Nos últimos cinco anos, as organizações nacionais e internacionais que trabalham na área dos direitos relativos à habitação em Luanda denunciaram uma crescente prática de desocupações forçadas e demolições por parte do Governo angolano em várias áreas informais da cidade. Isto está a ocorrer no contexto da reconstrução que se seguiu ao fim da guerra, que envolve numerosos projectos de desenvolvimento e “embelezamento”, fomentados pelos rendimentos crescentes provenientes do petróleo e por um considerável crescimento económico. Embora o Governo angolano tenha o direito de levar a cabo tais projectos e, se necessário, de retirar as pessoas das áreas necessárias para o seu desenvolvimento em conformidade com a lei, tem também a obrigação jurídica de proteger os seus cidadãos contra as desocupações forçadas e quaisquer outras violações de direitos humanos.




8 Muitas das pessoas internamente deslocadas não regressaram às suas regiões de origem após o fim da guerra civil, sobretudo devido às más condições de vida nessas áreas. Em Dezembro de 2005, existiam 61,700 pessoas internamente deslocadas (IDP) em Angola segundo as Nações Unidas – Unidade de Coordenação Técnica. Internal Displacement Monitoring Centre, “Angola”, http://www.internal-displacement.org (acedido a 23 de Maio de 2006).

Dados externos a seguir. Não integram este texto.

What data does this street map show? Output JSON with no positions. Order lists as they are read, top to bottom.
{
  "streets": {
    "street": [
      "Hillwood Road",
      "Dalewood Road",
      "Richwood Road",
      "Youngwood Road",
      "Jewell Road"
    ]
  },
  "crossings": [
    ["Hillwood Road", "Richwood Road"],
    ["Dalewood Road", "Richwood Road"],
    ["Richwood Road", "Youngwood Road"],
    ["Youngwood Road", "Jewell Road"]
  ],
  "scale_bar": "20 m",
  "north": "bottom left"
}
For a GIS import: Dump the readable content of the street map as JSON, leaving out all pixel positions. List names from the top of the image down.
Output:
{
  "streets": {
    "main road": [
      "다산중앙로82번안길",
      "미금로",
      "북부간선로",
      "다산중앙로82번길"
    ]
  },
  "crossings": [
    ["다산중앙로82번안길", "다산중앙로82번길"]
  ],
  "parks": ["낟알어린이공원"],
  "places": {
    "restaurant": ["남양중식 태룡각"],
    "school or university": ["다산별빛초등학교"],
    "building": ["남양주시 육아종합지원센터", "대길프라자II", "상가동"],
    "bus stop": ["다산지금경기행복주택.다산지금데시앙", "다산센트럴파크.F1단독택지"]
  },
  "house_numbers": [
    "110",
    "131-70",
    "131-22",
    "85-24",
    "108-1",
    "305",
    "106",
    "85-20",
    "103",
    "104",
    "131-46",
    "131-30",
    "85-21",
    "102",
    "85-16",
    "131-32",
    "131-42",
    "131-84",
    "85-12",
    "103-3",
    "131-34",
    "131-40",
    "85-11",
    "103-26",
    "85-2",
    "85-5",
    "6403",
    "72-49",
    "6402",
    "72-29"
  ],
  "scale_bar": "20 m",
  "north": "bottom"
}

9 Luanda é o maior centro urbano de Angola, elevado à categoria de província devido à sua condição especial de capital do país. É composta por nove municípios.

10 Development Workshop (DW)  e Centro para o Meio Ambiente e Assentamentos Humanos (CMAAH), Terra – Reforma sobre a terra urbana em Angola no período pós-guerra: pesquisa, advocacia & políticas de desenvolvimento  (Luanda: DW e CMAAH), p. 68.

11 Não existe um número oficial para a população de Luanda. O último censo nacional foi realizado na década de 1970.

12 Development Workshop (DW) e Centro para o Meio Ambiente e Assentamentos Humanos (CMAAH), Terra, capítulo 4.

13 Com base em entrevistas a pessoas instaladas em bairros informais, nomeadamente diversos camponeses idosos, e ONG nacionais, a Human Rights Watch e a SOS Habitat recolheram informação sobre a história das áreas informais. Na maioria destas áreas em redor da cidade, a terra foi originalmente adquirida por camponeses através da ocupação. Alguns são membros de associações de camponeses registadas junto do Ministério da Agricultura (por exemplo, a UNACA) ou têm documentos deste Ministério reconhecendo a sua instalação nessas áreas na década de 1980 como parte de um projecto agrícola do Governo (Cintura Verde). Os ocupantes iniciais transferiram as terras para familiares e conhecidos de acordo com os costumes tradicionais (os mais velhos são consultados e autorizam os recém-chegados a instalarem-se sem qualquer pagamento). A partir de finais da década de 1990, os camponeses e outros residentes começaram a ceder e a vender parcelas de terreno, normalmente com base num simples recibo ou em testemunhas presenciais da transacção. Muitos dos recém-chegados eram pessoas internamente deslocadas e, em menor percentagem, retornados e soldados desmobilizados. Nos últimos três anos, muitos recém-chegados ocuparam terras independentemente do consentimento dos moradores e camponeses mais velhos, quer através de transacções informais quer da simples ocupação. Segundo organizações nacionais entrevistadas pela Human Rights Watch em Abril de 2006, muitas das famílias com baixos rendimentos e IDP que adquiriram terras/casas no mercado informal desconheciam as disposições jurídicas relativas ao registo predial e partiam do princípio de que o pagamento aos anteriores residentes ou camponeses que ocupavam a casa/terra antes deles lhes conferia automaticamente a titularidade jurídica sobre a terra/casa que estavam a adquirir.